ICS, BIMCO, WSC, Intertanko, Intercargo, CLIA, Interferry and IPTA have come together to ask governments to set up a new independent fund that can contribute to shipping’s effort to decarbonise. The bodies hope it can be up and running by 2023 and are adamant it should be devoid of political considerations.
Shipping companies would have to pay $2 per tonne of fuel oil each of their ships consumes, probably for about 10 to 15 years.
SHIPPING is calling for the creation of mandatory payments from companies to fund an independent research and development body that will help accelerate maritime decarbonisation.

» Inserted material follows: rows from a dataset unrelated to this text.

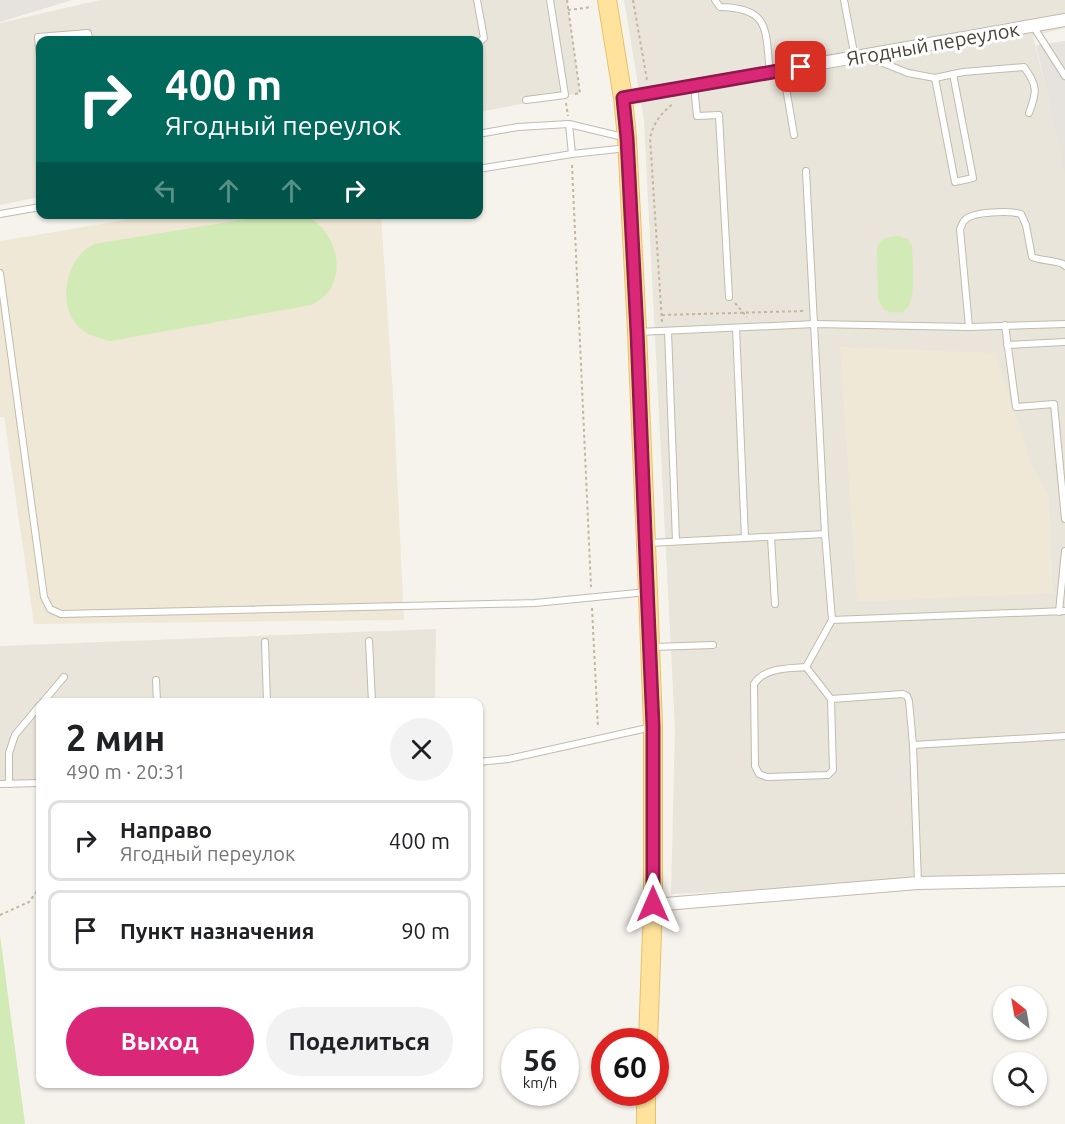 <!DOCTYPE html>
<html lang="ru">
<head>
<meta charset="utf-8">
<style>
	body { margin:0; font-family:Ubuntu,sans-serif; background:#f2f2f2; color:#202124; height:100vh; display:flex; flex-direction:column; font-size:22px; white-space:nowrap }
	* { box-sizing:border-box; margin:0 }
	p { font-size:20px; color:#757577 }
	.icon { flex:none; width:33px; height:33px; fill:none; stroke:currentColor; stroke-width:2; stroke-linecap:round; stroke-linejoin:round }
	.map { position:relative; flex:1; overflow:hidden }
	.sheet { position:absolute; left:36px; top:698px; width:447px; height:390px; display:flex; flex-direction:column; background:#fff; border-radius:12px; box-shadow:0 2px 4px #0004 }
	.sheet>* { flex:none }
	.top-card { position:absolute; left:36px; top:36px; width:447px; height:183px; border-radius:12px; box-shadow:0 2px 4px #0004; background:#00695c; color:#fff; overflow:hidden }
	.needle { width:39px; rotate:329deg }
	.tools { position:absolute; left:993px; top:986px; display:grid; gap:12px }
	.tools a { display:grid; place-items:center; width:54px; height:54px; border-radius:50%; background:#fff; box-shadow:0 2px 4px #0004; font-size:30px }
	.speed { position:absolute; left:501px; top:1028px; display:flex; gap:12px; font-size:30px; font-weight:700; text-align:center }
	.speed>* { display:grid; place-content:center; width:78px; height:78px; border-radius:50%; background:#fff; box-shadow:0 2px 4px #0004; line-height:1 }
	.speed small { font-size:15px; font-weight:400 }
	.speed .limit { border:9px solid #d22; background:#fff; color:#111 }
	.pin { position:absolute; display:grid; place-items:center; width:51px; height:51px; color:#fff; margin:-26px; border-radius:12px; box-shadow:0 3px 9px #0006 }
	.me { position:absolute; width:66px; margin:-33px; rotate:0deg; stroke-linejoin:round; filter:drop-shadow(0 0 4px #0008) }
	.turn { display:flex; align-items:center; gap:21px; height:126px; padding:0 30px; font-size:27px }
	.turn .icon { width:78px; height:78px; stroke-width:2.5 }
	.turn b { display:block; font-size:42px; line-height:51px }
	.lanes { display:flex; align-items:center; height:57px; padding:0 30px; background:#0003; justify-content:center; gap:30px; direction:ltr }
	.lanes .off { opacity:.35 }
	.round { display:grid; place-items:center; flex:none; width:63px; height:63px; border-radius:32px; background:#f2f2f2 }
	.headline { display:flex; align-items:center; justify-content:space-between; height:102px; padding:0 30px }
	h1 { font-size:36px; font-weight:600; line-height:45px }
	.button { display:flex; gap:12px; margin-top:auto; padding:12px 30px }
	.button a { flex:1; height:69px; border-radius:36px; background:#db2777; color:#fff; font-size:24px; font-weight:600; line-height:69px; text-align:center }
	.button a+a { background:#f2f2f2; color:#202124 }
	ul { padding:0; list-style:none }
	li { display:flex; align-items:center; gap:18px; height:81px; margin:0 12px 9px; padding:0 18px; border:3px solid #e0e0e0; border-radius:12px }
	li div { flex:1 }
	li b { display:block; font-size:22px }
	li em { font-style:normal }
	.map>svg:first-child { display:block }
</style>
</head>
<body>
<div class="map">
<svg width="1065" height="1124" viewBox="0 0 1065 1124">
	<rect width="100%" height="100%" fill="#f6f3ec"/>
	<g fill="#eae5da">
		<path d="M 100,0 L 567,0 L 580,93 L 479,112 L 478,40 L 40,40 L 40,197 L 0,205 L 0,23 Z"/>
		<path d="M 624,0 L 1065,0 L 1065,28 L 1033,36 L 1065,166 L 1065,877 L 671,894 L 675,729 L 644,121 Z"/>
		<path d="M 436,629 L 435,702 L 40,702 L 40,782 L 0,783 L 0,646 Z"/>
	</g>
	<g fill="#e6e2dd">
		<path d="M 0,0 L 72,0 L 0,22 Z"/>
		<path d="M 1065,41 L 1065,171 L 1036,45 Z"/>
	</g>
	<g fill="#efe8d6">
		<path d="M 155,215 L 381,215 L 394,410 L 404,620 L 34,624 L 4,417 L 0,417 L 0,241 Z"/>
		<path d="M 840,347 L 995,353 L 1031,464 L 1049,497 L 1053,593 L 857,602 Z"/>
	</g>
	<g fill="#d2eab5">
		<path d="M 291,214 C 297,215 305,215 310,218 C 333,232 345,265 330,289 C 327,296 318,301 312,305 L 110,341 C 103,339 95,337 88,334 C 60,318 61,279 79,256 C 83,251 89,247 94,244 L 272,215 Z"/>
		<path d="M 899,236 L 908,239 L 912,246 C 912,261 918,302 904,311 C 898,314 892,312 885,311 L 878,299 L 877,247 C 882,237 888,237 899,236 Z"/>
		<path d="M 0,935 L 25,1124 L 0,1124 Z"/>
	</g>
	<g fill="none" stroke-linecap="round" stroke-linejoin="round">
		<defs>
			<g id="service">
				<path d="M 477,0 L 484,38 L 478,43"/>
				<path d="M 715,0 L 720,7 C 771,8 765,30 770,72"/>
				<path d="M 844,0 L 855,58"/>
				<path d="M 1033,26 L 1065,76"/>
				<path d="M 40,57 L 38,37 L 88,33 L 89,40"/>
				<path d="M 868,57 L 908,73 L 935,78 L 963,72 L 1024,67 C 1038,86 1037,92 1029,113"/>
				<path d="M 783,70 L 794,135"/>
				<path d="M 935,78 L 955,182 L 973,178 L 953,74"/>
				<path d="M 694,86 L 697,116 L 719,115 L 729,297"/>
				<path d="M 526,100 L 565,95 L 550,0"/>
				<path d="M 569,124 L 572,154"/>
				<path d="M 478,134 L 518,127 L 569,124 L 623,137"/>
				<path d="M 478,169 L 572,154 L 627,148"/>
				<path d="M 0,214 L 40,207"/>
				<path d="M 0,273 L 44,597 L 50,609 L 61,614 L 535,603 L 647,592"/>
				<path d="M 1005,325 L 1016,407 L 1054,404 L 1065,519"/>
				<path d="M 969,327 L 960,229 C 962,226 962,222 965,220 C 973,211 1010,211 1021,214 L 1026,225 L 1032,257 C 1042,261 1053,260 1063,264 L 1065,266"/>
				<path d="M 736,328 L 745,538"/>
				<path d="M 668,331 L 676,541"/>
				<path d="M 638,332 L 815,324 L 969,327 L 1065,324"/>
				<path d="M 1007,345 L 1065,342"/>
				<path d="M 771,537 L 775,604"/>
				<path d="M 649,543 L 825,534"/>
				<path d="M 1059,612 L 1065,551"/>
				<path d="M 832,620 L 1065,611"/>
				<path d="M 369,641 L 372,702"/>
				<path d="M 265,642 L 267,702"/>
				<path d="M 653,647 L 713,645"/>
				<path d="M 806,667 L 831,699 L 833,770 L 828,775 L 767,777 L 759,774 L 755,766 L 754,684 C 765,667 787,669 806,667 L 832,620 L 825,534 L 806,171"/>
				<path d="M 156,680 L 157,702"/>
				<path d="M 831,699 L 903,694 L 907,696 L 909,701 L 913,745 L 918,883"/>
				<path d="M 43,702 L 64,677"/>
				<path d="M 913,745 L 1065,736"/>
				<path d="M 478,762 L 508,759 L 652,727"/>
				<path d="M 0,784 L 40,783"/>
				<path d="M 9,784 L 9,753 L 15,735 L 40,705"/>
			</g>
			<g id="minor">
				<path d="M 623,98 L 1065,20"/>
				<path d="M 653,905 L 918,883 L 1065,880"/>
			</g>
			<g id="primary">
				<path d="M 607,0 L 623,98 L 627,138 L 637,332 L 648,592 L 653,726 L 653,905 L 648,1041"/>
				<path d="M 646,1124 L 646,1092"/>
			</g>
		</defs>
		<use href="#service" stroke="#c2bbae" stroke-width="8"/>
		<use href="#minor" stroke="#c2bbae" stroke-width="14"/>
		<use href="#primary" stroke="#e6c16a" stroke-width="20"/>
		<g stroke="#c4b79f" stroke-width="2" stroke-dasharray="3 3" stroke-linecap="butt">
			<path d="M 567,0 L 580,93 L 575,94"/>
			<path d="M 633,0 L 647,80"/>
			<path d="M 568,10 L 592,7"/>
			<path d="M 566,103 L 568,116"/>
			<path d="M 572,165 L 591,587"/>
			<path d="M 735,303 L 747,317"/>
			<path d="M 662,315 L 803,311"/>
			<path d="M 662,322 L 650,138 C 654,122 661,113 674,103"/>
			<path d="M 592,608 L 598,728"/>
			<path d="M 0,915 L 29,902 L 40,887"/>
		</g>
		<use href="#service" stroke="#fff" stroke-width="6"/>
		<use href="#minor" stroke="#fff" stroke-width="12"/>
		<use href="#primary" stroke="#ffe39c" stroke-width="18"/>
	</g>
	<g fill="none" stroke-linecap="round" stroke-linejoin="round">
		<defs>
			<path id="route" d="M 653,904 L 653,726 L 648,610 L 637,332 L 627,138 L 623,98 L 801,67"/>
		</defs>
		<use href="#route" stroke="#8e194d" stroke-width="15"/>
		<use href="#route" stroke="#db2777" stroke-width="10"/>
	</g>
	<g text-anchor="middle" stroke-width="6" stroke-linejoin="round" paint-order="stroke">
		<g font-size="20" fill="#4b4439" stroke="#fff">
			<text transform="translate(933 44) rotate(-10)" y="7">Ягодный переулок</text>
		</g>
	</g>
</svg>
<div class="tools">
<a><svg class="needle" viewBox="-14 -14 28 28"><path d="M0-13l5 13h-10z" fill="#e53935"/><path d="M0 13l5-13h-10z" fill="#757577"/></svg></a>
<a><svg class="icon" aria-label="search" viewBox="0 0 24 24"><circle cx="10" cy="10" r="6"/><path d="M15 15l6 6"/></svg></a>
</div>
<div class="speed"><div>56<small>km/h</small></div><div class="limit">60</div></div>
<div class="pin" style="left:801px;top:67px;background:#d93025"><svg class="icon" aria-label="arrive" viewBox="0 0 24 24"><path d="M6 21V4h12l-3 4 3 4H6"/></svg></div>
<svg class="me" style="left:653px;top:904px" viewBox="-20 -20 40 40"><path d="M0-17L14 15 0 8-14 15z" fill="#db2777" stroke="#fff" stroke-width="4"/></svg>
<div class="top-card">
<div class="turn"><svg class="icon" aria-label="right" viewBox="0 0 24 24"><path d="M7 20v-9h11M14 6l5 5-5 5"/></svg><div><b>400 m</b>Ягодный переулок</div></div>
<div class="lanes"><svg class="icon off" aria-label="left" viewBox="0 0 24 24"><path d="M17 20v-9H6M10 6l-5 5 5 5"/></svg><svg class="icon off" aria-label="ahead" viewBox="0 0 24 24"><path d="M12 20V5M6 11l6-6 6 6"/></svg><svg class="icon off" aria-label="ahead" viewBox="0 0 24 24"><path d="M12 20V5M6 11l6-6 6 6"/></svg><svg class="icon" aria-label="right" viewBox="0 0 24 24"><path d="M7 20v-9h11M14 6l5 5-5 5"/></svg></div>
</div>
<section class="sheet">
<div class="headline"><div><h1>2 мин</h1><p>490 m · 20:31</p></div><a class="round"><svg class="icon" aria-label="close" viewBox="0 0 24 24"><path d="M6 6l12 12M18 6L6 18"/></svg></a></div>
<ul>
<li><svg class="icon" aria-label="right" viewBox="0 0 24 24"><path d="M7 20v-9h11M14 6l5 5-5 5"/></svg><div><b>Направо</b><p>Ягодный переулок</p></div><em>400 m</em></li>
<li><svg class="icon" aria-label="arrive" viewBox="0 0 24 24"><path d="M6 21V4h12l-3 4 3 4H6"/></svg><div><b>Пункт назначения</b></div><em>90 m</em></li>
</ul>
<div class="button"><a>Выход</a><a>Поделиться</a></div>
</section>
</div>
</body>
</html>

Under the proposal being made to the International Maritime Organization by eight leading shipping associations, shipowners would pay $2 per tonne of fuel oil each of their ships consumes into a newly formed international maritime research fund to help finance decarbonisation research and development projects.
They said the fund, which would be set up by the IMO, would raise about $5bn over a decade, based on the estimate that the global fleet will consume an average 250m tonnes of fuel oil annually.
“An effort of this scale is expected to be successful in identifying one or more technical pathways that can lead to the introduction of zero-emission vessels across the maritime sector by 2030 and beyond,” the associations said in the proposal, which has been seen by Lloyd’s List.
Lloyd’s List had reported last month that five major shipping associations were plotting to launch this mandatory R&D fund proposal.
That number has since grown to eight, meaning the proposal enjoys overwhelming industry support; the associations claim they collectively account for more than 90% of the global merchant fleet.
They hope the fund can be up and running by 2023.
“Frankly, we need to do that, because the pressure created by the IMO 2050 target is so great. We really do have to start seeing the appearance of zero-carbon ships in the 2030s,” International Chamber of Shipping deputy secretary-general Simon Bennett said during a conference call on Tuesday.
Although the proposal is pencilled in for the next IMO Marine Environment Protection Committee, meeting in April 2020, Mr Bennett acknowledged the focus of regulators on the short-term emissions-reducing measures means the more detailed discussion about the fund may happen at the next MEPC in the autumn of 2020.
The fund would support a proposed International Maritime Research and Development Board, known as IMRB, which would be responsible for approving funding and managing the R&D projects on maritime decarbonisation undertaken by qualified third parties.
“The IMRB and its co-ordinated R&D programmes would help accelerate the development of low-carbon and zero-carbon emission technologies and fuel systems that are specifically tailored for maritime application, especially larger transoceanic ships,” the proposal said.
The associations suggest the IMRB and the international maritime research fund could function for a period ranging between 10 and 15 years, after which they would be dissolved. The specific dissolution date would be up to the MEPC to decide in the future.
The activity of the funded research would also focus on the potential development of prototypes and other aspects such as technical and safety issues associated with the bunkering, use and storage of new fuels.
“Commercial development of relevant technologies, fuels and related infrastructure would be the responsibility of other stakeholders such as energy producers, ports, engine manufacturers, and shipbuilders,” the proposal read.
When it comes to ships consuming low-carbon fuels or fuels with lower greenhouse gas emissions, such as liquefied natural gas, the proposal suggests that the contribution should be smaller than the $2 per tonne.
The industry bodies want to make this payment a legal requirement by amending existing conventions, or through other legal means.
They believe companies should be obliged to pay, but they added that IMO member states could encourage or require other stakeholders to also pay into the international maritime research fund.
The associations stressed that this mandatory payment is not meant to be a market-based measure on the shipping industry nor is it meant to delay the development of a market-based measure, if IMO member states eventually agree to that at some point.
“However, if this IMRB concept is taken forward by the IMO, it could potentially provide some of the architecture for the possible future development of a levy-based market-based measure for shipping, in a manner that would reduce the possibility of market distortion,” the proposal read.